PROVIDENCE, R.I. [Brown University] — Recent additions to Brown University’s ever-expanding collection of public art have brought new color and life to buildings, quads and common spaces across College Hill.
In the last year, three captivating pieces came to campus thanks to the work of Brown’s Public Art Working Group, chaired by Kate Kraczon, director of exhibitions at the Brown Arts Institute and chief curator of the David Winton Bell Gallery. Since the 1980s, the working group of faculty, staff and students been tasked with recommending the commissioning of permanent and loaned art for specific sites on campus — previously selecting such beloved pieces as “Untitled Lamp/Bear” and “Circle Dance.”
The most recent additions to the diverse collection of sculptures, murals and mixed-media installations are by renowned contemporary and modern artists — including works by Damien Hirst, Rebecca Warren and the late Sol LeWitt.
“These three works, created across separate decades, represent specific moments in contemporary art,” Kraczon said, “and reflect the historical scope and material variations that an active public art program can bring to the campus community and broader public.”
One of the University’s newest additions was installed in Winter 2022 in the lobby of Barus and Holley, home of Brown’s School of Engineering and Department of Physics. The piece “Earth, Air, Fire, Water,” on loan to Brown, is a series of lightboxes that depicts the four classical elements. It was created by famed English artist Damien Hirst in 1998 for Pharmacy, a London restaurant he co-founded.
Hirst has said that much of the work he created in the 1990s was inspired by the ancient Greek belief that the four elements constitute the universe and must be in constant balance. In his original artist statement, Hirst wrote that “Earth, Air, Fire, Water” illustrates the delicate balance of life in many ways: the juxtaposition of a calm, cool-toned sky next to the fierce flames and dangerous smoke of a fire; a section of cracked, scorched earth near a pool of water; the water’s usual calm disrupted by movement, causing a ripple.
“The four elements depicted in the Hirst work are a natural choice for engineering and physics,” Kraczon noted. “And yet the provenance of the work — created to welcome visitors to Hirst’s conceptual pharmaceutical restaurant in late ’90s London much like it welcomes visitors to Barus and Holley — is especially fascinating. And fun.”
Also new to campus is “Wall Drawing #436” by the late American artist Sol LeWitt, known for his numerous minimalist geometric murals that remain on display at the Massachusetts Museum of Contemporary Art and the Centre Pompidou in Paris, among other major international destinations. Installed in 2021 in a ground-floor multipurpose room inside the new Brown University Health and Wellness Center and set to remain at Brown for several years, the yellow, green, orange and purple ink-wash mural shows five asymmetrical triangles resembling the unfolded faces of a pentagonal pyramid. The work was first installed at New York’s Brooklyn Museum in 1985.

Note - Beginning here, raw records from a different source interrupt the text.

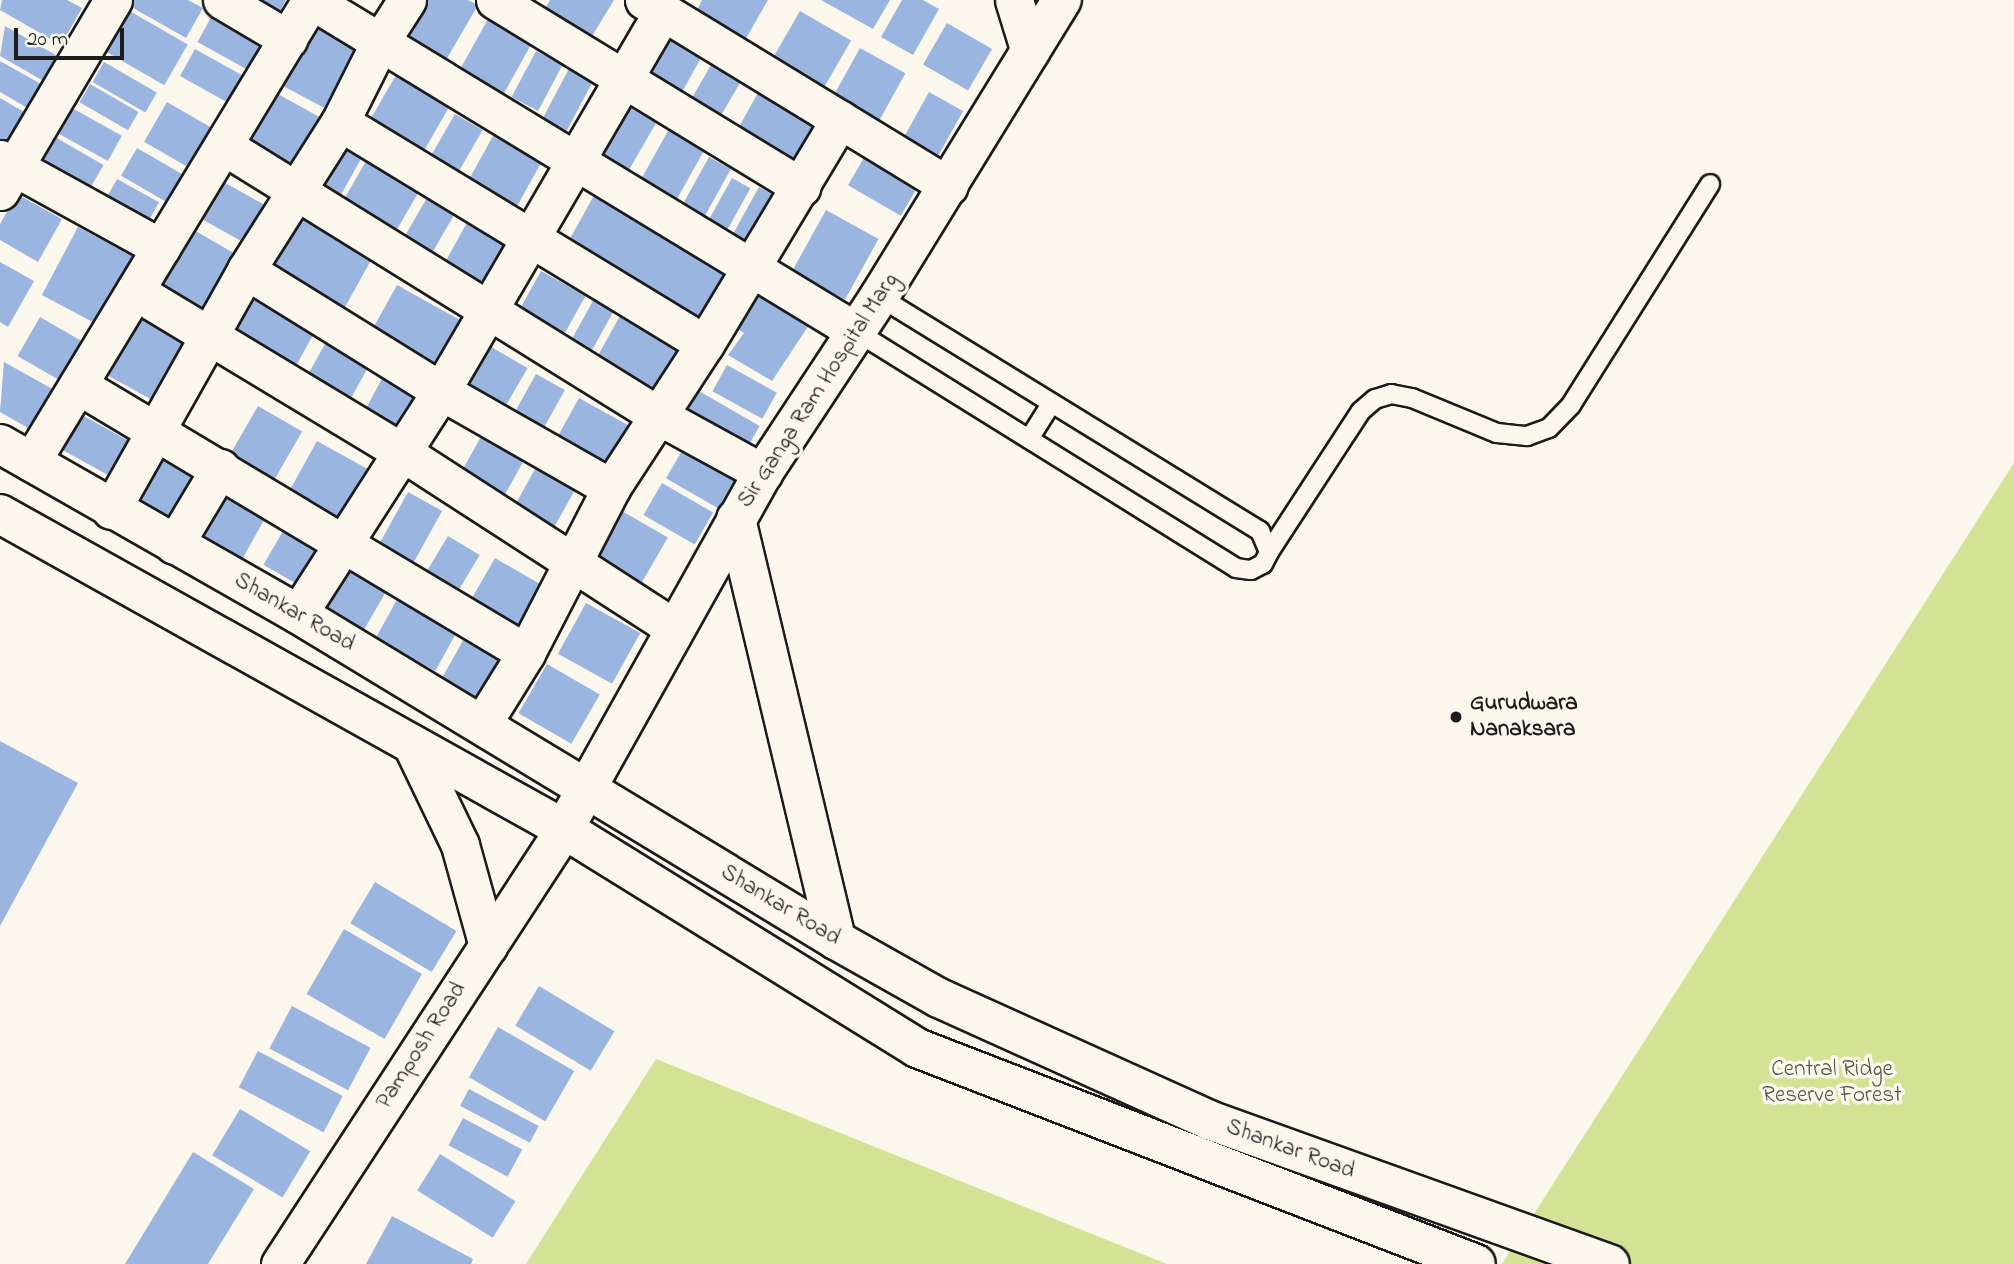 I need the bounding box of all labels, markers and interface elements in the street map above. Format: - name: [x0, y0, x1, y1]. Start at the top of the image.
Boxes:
- scale bar: [18, 14, 128, 58]
- text: 20 m: [27, 25, 68, 55]
- street label: Sir Ganga Ram Hospital Marg: [733, 268, 905, 514]
- street label: Shankar Road: [229, 567, 359, 659]
- place label: Gurudwara Nanaksara: [1470, 690, 1578, 744]
- marker: Gurudwara Nanaksara: [1448, 709, 1464, 725]
- street label: Shankar Road: [715, 859, 845, 953]
- street label: Pamposh Road: [371, 978, 473, 1114]
- park label: Central Ridge Reserve Forest: [1762, 1056, 1902, 1110]
- street label: Shankar Road: [1222, 1114, 1358, 1186]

Kraczon said that LeWitt always intended for his work to be ephemeral and reproducible on any wall. In that spirit, Brown procured the LeWitt estate’s permission to reproduce his drawing, working closely with John Hogan, who oversees all new installations of LeWitt’s pieces. The working group also collaborated with the Health and Wellness Center’s architects to ensure the mural was always visible to passersby on Brook Street. Visitors can view the work through the multipurpose room’s glass walls — even at night, when special lighting illuminates the work’s vivid colors.
“The location of the LeWitt is phenomenal,” Kraczon said. “It can be viewed from the street in the daytime but especially pops at night. I love to take a detour down Brook Street in the evening to see the LeWitt whenever I walk or drive through campus.”

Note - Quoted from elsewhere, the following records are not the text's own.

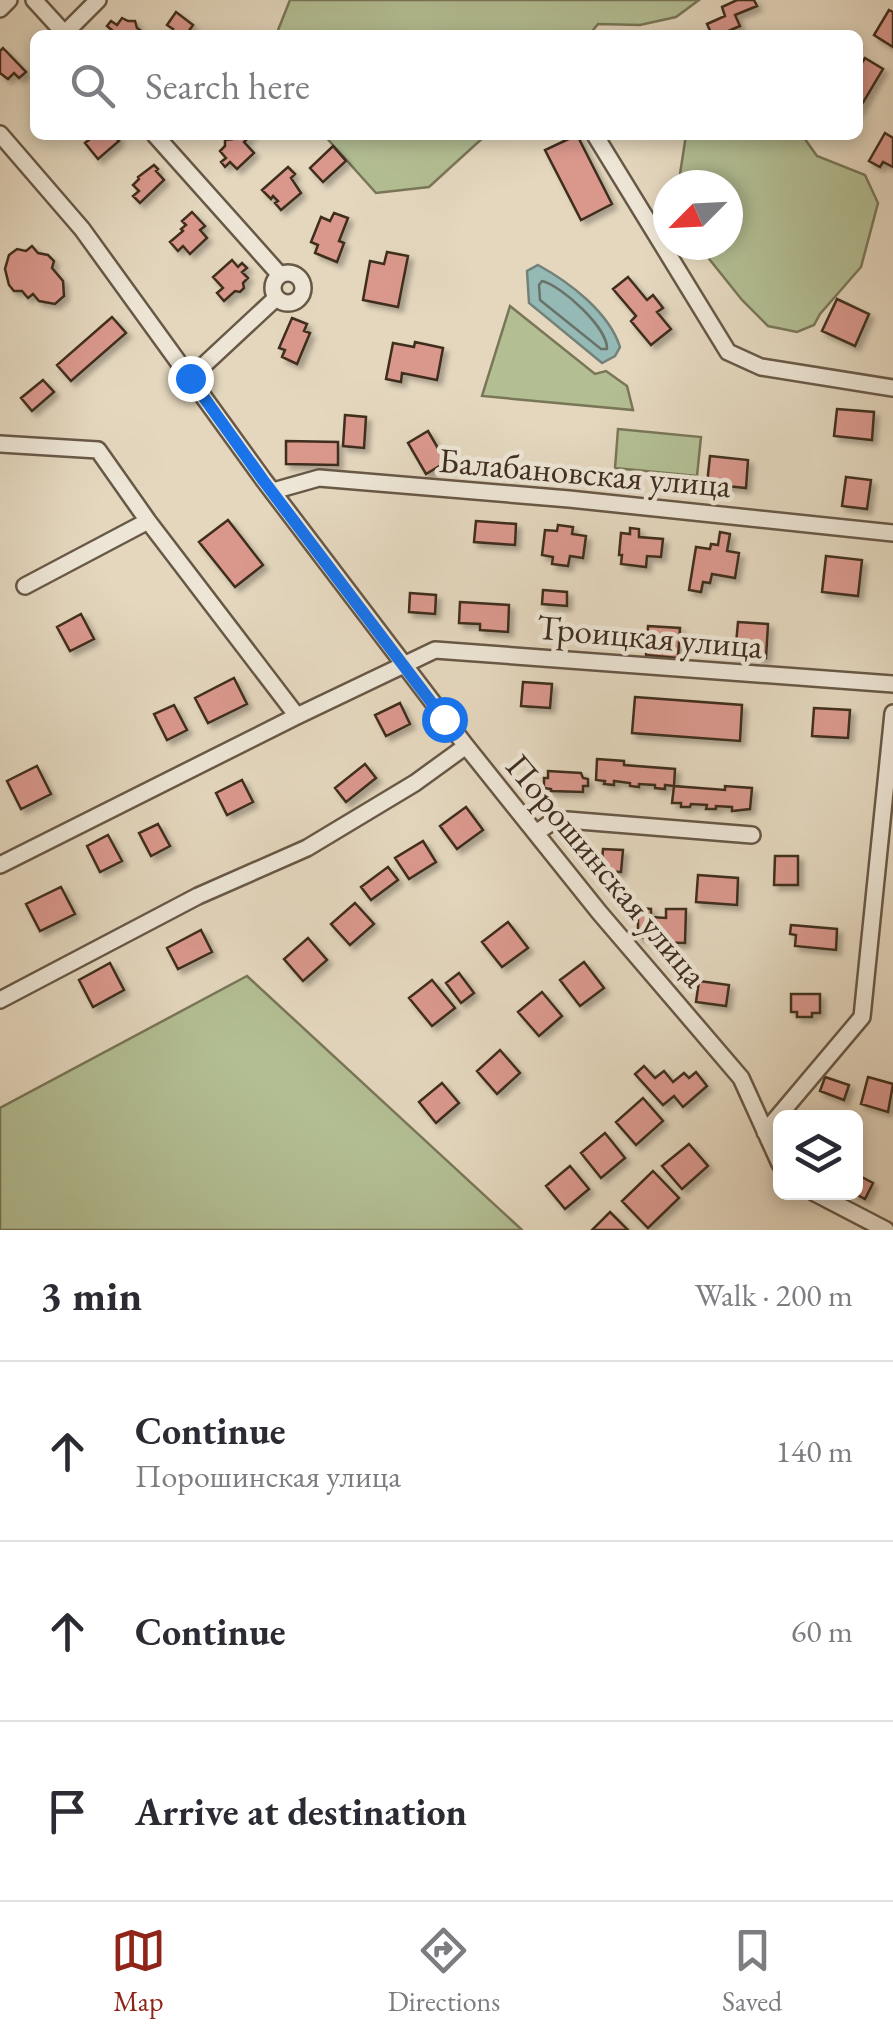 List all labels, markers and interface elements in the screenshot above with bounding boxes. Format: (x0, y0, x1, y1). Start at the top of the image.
search box (30, 30, 863, 140)
icon: search (65, 58, 120, 113)
text: Search here (145, 61, 310, 110)
north arrow (653, 170, 743, 260)
route end (168, 356, 214, 402)
street label: Балабановская улица (437, 437, 733, 508)
street label: Троицкая улица (535, 604, 765, 669)
route start (422, 697, 468, 743)
street label: Порошинская улица (495, 744, 718, 997)
map controls (773, 1110, 863, 1200)
button: layers (773, 1110, 863, 1200)
text: 3 min (40, 1268, 142, 1323)
text: Walk · 200 m (695, 1274, 853, 1316)
text: Continue (135, 1406, 286, 1455)
icon: ahead (40, 1424, 95, 1479)
text: 140 m (776, 1430, 853, 1472)
text: Порошинская улица (135, 1455, 401, 1497)
icon: ahead (40, 1604, 95, 1659)
text: Continue (135, 1607, 286, 1656)
text: 60 m (791, 1610, 853, 1652)
icon: arrive (40, 1784, 95, 1839)
text: Arrive at destination (135, 1787, 467, 1836)
tab: Map (111, 1923, 166, 2019)
tab: Directions (388, 1923, 500, 2019)
tab: Saved (722, 1923, 782, 2019)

Perhaps the most visible new piece of campus public art is “Large Concretised Monument to the Twentieth Century” by Rebecca Warren. The 6-foot-tall bronze sculpture was installed on the College Green in Spring 2021. A loan to Brown’s public art collection, it arrived through the generosity of an anonymous donor and will remain on the green through 2026.
“The Warren is such a wonderful addition to the Main Green — a feminist response to the history of figurative sculpture, and certainly now in conversation with the Henry Moore across the grass,” Kraczon said.
Dietrich Neumann, director of the John Nicholas Brown Center for Public Humanities and Cultural Heritage, said that Warren, a distinguished British artist, creates bronze, clay and steel sculptures that are not so much literal transcriptions of the human body, but rather seem to reflect the messy vigor and vitality of being alive, often with a sensual flair. “Large Concretised Monument to the Twentieth Century,” with its exaggerated, knobby and vaguely humanoid figure, is no exception: The artwork presents a visceral, boisterous comment on the roles of gender, identity and the male gaze in the 20th century. It’s also sure to provoke discussion, especially after a series of spirited events during the 2020-21 academic year about the role of monuments in public spaces.
“By calling the piece a ‘monument,’ Warren questions what we have habitually put on pedestals in public space,” Neumann said. “Her piece thus provides a provocative contribution to our intense debates about monuments on campus.”